Waiting in line at the gleaming grand piano, I listen to repetitive scales. Each girl in the choir takes her turn singing along. After each ascent and descent of the duet, the director announces which voice part she will sing in the choir. The room buzzes with tension and anticipation. This moment will completely determine my identity in the choir for my second year of participation.
For someone involved in choral singing, the differences between the voice parts are evident. In a choir of girls, there are three parts: soprano one, soprano two, and alto. Soprano one, the highest voice part, receives the melody in every song. Soprano twos are similar yet slightly lower, enjoying intricate harmonies, countering the song of the soprano ones. This leaves the alto part, the deepest of the female voices, reduced to simple, low monotony. From these stereotypes, a hierarchy emerges. If the sopranos are the upper class, then the altos are the peasants. They struggle to be heard among the sopranos, often consisting of the rejected sopranos and inexperienced singers. Any self-respecting soprano would never stoop so low as to sing alto.
My heart races as the line draws nearer.
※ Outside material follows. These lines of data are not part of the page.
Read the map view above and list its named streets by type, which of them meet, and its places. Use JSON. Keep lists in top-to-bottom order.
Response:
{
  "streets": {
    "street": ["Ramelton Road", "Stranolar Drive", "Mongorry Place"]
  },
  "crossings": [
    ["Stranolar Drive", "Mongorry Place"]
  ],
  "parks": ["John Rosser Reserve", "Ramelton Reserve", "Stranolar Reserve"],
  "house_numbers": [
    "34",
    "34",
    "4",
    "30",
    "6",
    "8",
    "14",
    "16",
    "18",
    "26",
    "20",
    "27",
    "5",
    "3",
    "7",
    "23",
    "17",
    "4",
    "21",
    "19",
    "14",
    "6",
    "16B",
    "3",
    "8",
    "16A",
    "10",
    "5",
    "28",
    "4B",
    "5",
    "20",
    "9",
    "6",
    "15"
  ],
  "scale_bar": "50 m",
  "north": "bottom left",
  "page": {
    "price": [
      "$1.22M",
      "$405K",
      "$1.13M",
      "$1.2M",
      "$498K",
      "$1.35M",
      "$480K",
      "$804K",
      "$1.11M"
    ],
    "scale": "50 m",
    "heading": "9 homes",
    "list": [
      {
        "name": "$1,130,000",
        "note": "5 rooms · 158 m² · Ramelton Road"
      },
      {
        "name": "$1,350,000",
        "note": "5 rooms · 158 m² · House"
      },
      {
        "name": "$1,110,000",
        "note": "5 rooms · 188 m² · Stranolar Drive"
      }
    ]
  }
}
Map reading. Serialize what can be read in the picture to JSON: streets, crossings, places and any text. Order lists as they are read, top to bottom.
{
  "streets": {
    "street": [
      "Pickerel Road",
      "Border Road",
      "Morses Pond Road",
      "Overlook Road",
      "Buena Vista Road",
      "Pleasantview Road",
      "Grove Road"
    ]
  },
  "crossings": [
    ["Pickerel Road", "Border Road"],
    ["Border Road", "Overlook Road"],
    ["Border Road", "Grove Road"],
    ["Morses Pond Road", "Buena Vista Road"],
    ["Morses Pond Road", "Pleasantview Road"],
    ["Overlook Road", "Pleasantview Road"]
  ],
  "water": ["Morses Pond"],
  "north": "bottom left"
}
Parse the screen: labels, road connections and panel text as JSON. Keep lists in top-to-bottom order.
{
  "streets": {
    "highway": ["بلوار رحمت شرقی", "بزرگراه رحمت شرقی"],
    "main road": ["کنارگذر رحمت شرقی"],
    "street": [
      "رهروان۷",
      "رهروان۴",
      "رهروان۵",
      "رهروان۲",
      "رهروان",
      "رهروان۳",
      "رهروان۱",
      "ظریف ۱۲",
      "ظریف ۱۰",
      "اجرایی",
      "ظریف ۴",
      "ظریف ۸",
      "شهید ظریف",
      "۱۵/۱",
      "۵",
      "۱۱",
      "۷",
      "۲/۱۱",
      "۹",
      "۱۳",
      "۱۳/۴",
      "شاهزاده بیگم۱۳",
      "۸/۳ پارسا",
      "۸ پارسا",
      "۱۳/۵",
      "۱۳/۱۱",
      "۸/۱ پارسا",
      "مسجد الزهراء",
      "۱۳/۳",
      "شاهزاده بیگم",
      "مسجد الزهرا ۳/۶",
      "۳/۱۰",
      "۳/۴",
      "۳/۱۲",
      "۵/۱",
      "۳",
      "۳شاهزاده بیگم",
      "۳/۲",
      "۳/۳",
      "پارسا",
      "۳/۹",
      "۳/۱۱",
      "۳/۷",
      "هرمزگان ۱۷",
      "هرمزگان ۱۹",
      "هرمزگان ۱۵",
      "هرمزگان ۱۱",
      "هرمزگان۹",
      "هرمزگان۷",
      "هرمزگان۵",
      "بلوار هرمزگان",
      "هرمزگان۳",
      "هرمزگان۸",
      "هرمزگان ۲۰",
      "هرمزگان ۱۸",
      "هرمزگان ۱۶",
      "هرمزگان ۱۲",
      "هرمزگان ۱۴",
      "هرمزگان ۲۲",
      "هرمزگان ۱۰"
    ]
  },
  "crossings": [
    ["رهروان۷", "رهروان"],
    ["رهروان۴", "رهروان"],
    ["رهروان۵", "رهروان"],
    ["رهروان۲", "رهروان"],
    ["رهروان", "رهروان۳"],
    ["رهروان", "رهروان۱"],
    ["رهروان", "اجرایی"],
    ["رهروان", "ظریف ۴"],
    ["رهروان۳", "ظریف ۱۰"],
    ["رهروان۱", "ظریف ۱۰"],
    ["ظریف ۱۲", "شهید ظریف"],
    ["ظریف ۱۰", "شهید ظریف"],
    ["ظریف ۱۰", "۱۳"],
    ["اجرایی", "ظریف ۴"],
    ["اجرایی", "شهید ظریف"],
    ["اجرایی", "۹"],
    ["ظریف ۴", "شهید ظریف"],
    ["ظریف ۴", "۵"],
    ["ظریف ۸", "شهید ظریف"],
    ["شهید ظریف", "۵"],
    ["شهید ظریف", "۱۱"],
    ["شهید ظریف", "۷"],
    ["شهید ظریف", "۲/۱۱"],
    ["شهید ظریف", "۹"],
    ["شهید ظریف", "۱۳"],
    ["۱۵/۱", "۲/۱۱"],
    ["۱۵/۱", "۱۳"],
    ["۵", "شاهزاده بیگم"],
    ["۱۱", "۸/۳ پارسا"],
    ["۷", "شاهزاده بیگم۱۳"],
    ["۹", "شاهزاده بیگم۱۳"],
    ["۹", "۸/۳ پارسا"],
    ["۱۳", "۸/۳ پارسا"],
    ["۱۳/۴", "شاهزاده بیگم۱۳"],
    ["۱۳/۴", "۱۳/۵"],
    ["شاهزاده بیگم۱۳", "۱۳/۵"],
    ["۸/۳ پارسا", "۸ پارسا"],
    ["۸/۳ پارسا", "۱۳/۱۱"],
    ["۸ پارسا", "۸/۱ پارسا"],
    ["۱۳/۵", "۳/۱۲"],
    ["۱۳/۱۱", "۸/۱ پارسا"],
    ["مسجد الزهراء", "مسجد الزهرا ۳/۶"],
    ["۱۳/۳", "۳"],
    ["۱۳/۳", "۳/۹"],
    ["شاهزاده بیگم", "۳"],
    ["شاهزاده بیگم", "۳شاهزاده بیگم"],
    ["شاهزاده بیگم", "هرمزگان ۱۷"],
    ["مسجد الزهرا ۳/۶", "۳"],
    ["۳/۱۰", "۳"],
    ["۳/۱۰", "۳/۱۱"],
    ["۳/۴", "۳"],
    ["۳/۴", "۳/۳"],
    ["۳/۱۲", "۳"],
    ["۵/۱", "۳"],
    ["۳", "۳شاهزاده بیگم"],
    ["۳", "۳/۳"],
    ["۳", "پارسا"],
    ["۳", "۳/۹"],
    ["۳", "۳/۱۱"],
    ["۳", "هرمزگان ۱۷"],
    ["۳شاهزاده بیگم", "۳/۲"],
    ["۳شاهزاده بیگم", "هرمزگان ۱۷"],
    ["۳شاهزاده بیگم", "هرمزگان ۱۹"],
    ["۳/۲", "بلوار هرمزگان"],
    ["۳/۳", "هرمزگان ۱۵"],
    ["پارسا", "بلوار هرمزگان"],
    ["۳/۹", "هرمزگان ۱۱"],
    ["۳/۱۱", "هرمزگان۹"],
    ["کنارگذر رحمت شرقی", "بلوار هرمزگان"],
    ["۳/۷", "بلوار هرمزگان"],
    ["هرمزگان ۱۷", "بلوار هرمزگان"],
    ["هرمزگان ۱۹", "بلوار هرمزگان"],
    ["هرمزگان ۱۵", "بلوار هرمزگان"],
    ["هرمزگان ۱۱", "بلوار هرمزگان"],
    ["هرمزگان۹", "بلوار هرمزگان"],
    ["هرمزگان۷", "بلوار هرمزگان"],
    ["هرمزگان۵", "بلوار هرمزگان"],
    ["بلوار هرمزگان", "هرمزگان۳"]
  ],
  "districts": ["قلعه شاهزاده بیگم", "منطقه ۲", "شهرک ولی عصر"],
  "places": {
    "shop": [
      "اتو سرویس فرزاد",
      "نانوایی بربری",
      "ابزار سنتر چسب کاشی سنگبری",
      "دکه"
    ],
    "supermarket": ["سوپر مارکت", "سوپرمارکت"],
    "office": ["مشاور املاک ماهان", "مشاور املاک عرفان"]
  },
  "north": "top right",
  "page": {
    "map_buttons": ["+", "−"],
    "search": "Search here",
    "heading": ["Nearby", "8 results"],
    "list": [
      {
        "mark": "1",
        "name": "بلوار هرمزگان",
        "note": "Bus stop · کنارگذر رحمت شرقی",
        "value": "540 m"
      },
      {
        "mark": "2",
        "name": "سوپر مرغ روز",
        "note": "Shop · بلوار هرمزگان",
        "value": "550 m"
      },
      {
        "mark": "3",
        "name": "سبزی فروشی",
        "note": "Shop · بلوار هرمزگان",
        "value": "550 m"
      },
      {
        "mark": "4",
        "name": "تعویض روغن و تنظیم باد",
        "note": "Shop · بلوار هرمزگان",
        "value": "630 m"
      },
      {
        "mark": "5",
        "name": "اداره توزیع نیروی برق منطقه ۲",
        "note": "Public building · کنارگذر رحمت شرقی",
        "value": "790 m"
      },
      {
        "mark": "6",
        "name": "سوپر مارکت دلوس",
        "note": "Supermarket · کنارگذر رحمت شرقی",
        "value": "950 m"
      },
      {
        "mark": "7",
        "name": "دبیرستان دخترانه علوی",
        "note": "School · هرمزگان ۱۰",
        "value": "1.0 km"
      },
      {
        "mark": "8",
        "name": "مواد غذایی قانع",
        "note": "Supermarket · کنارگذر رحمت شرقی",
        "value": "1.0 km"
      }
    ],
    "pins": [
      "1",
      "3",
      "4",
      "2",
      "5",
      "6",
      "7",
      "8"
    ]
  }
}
Though I have been performing as a violinist since the age of three, singing by myself still overwhelms me with nervousness. Having only participated in the choir for one year, I lack the confidence of singers who have been members since they were seven years old. I take a few jittery breaths to center myself.
My proud thirteen-year-old self knows that I must retain my role as a soprano one in order to showcase my hard-earned place in the choir. Any less, and I could lose the status that I secured as one of the choir’s highest sopranos, and be banished to the unknown land of the altos.
At my director’s command, I step up to the piano. Singing the high notes felt like struggling to climb a mountain that I used to be able to effortlessly float up. I end my sub-par performance with a grimace, worrying I did not truly show my capabilities.“How about you sing alto this year?” My director delivers the dreaded words.
I’m speechless. I nod and stagger to my seat amongst a sea of unfamiliar faces. Devastated and furious, I fight off tears, trying to ignore the stares of the unfamiliar girls. How could the director think I belong in the alto section? This is all wrong!
Yet the rehearsal presses on, and I realize the alto voice in the music we sing is neither boring nor easy. I sing a lower voice than I ever have, and support the rest of the group like I never could as a soprano. In reality, altos are the soulful, powerful foundation of the choir.
My new alto friends call to me during our break. I shake my head at my own judgements; these are actually some of the most talented choir members here. For the first time, I feel satisfied about my status in the choir. The true joy of participating in a choir comes from working towards a common goal of giving our best performance. By isolating ourselves into separate groups with our judgements of each other, we defeat the purpose of singing together. We are a choir composed of a variety of people. Without this diversity, the choir would cease to exist.
Five years later, I still proudly sing alto. I managed to adapt to a new role and rose to the occasion instead of dwelling on the past. As I perform worldwide in various ensembles, I still strive to collaborate with the group and show the world what we, together, have to offer by contributing our own individuality.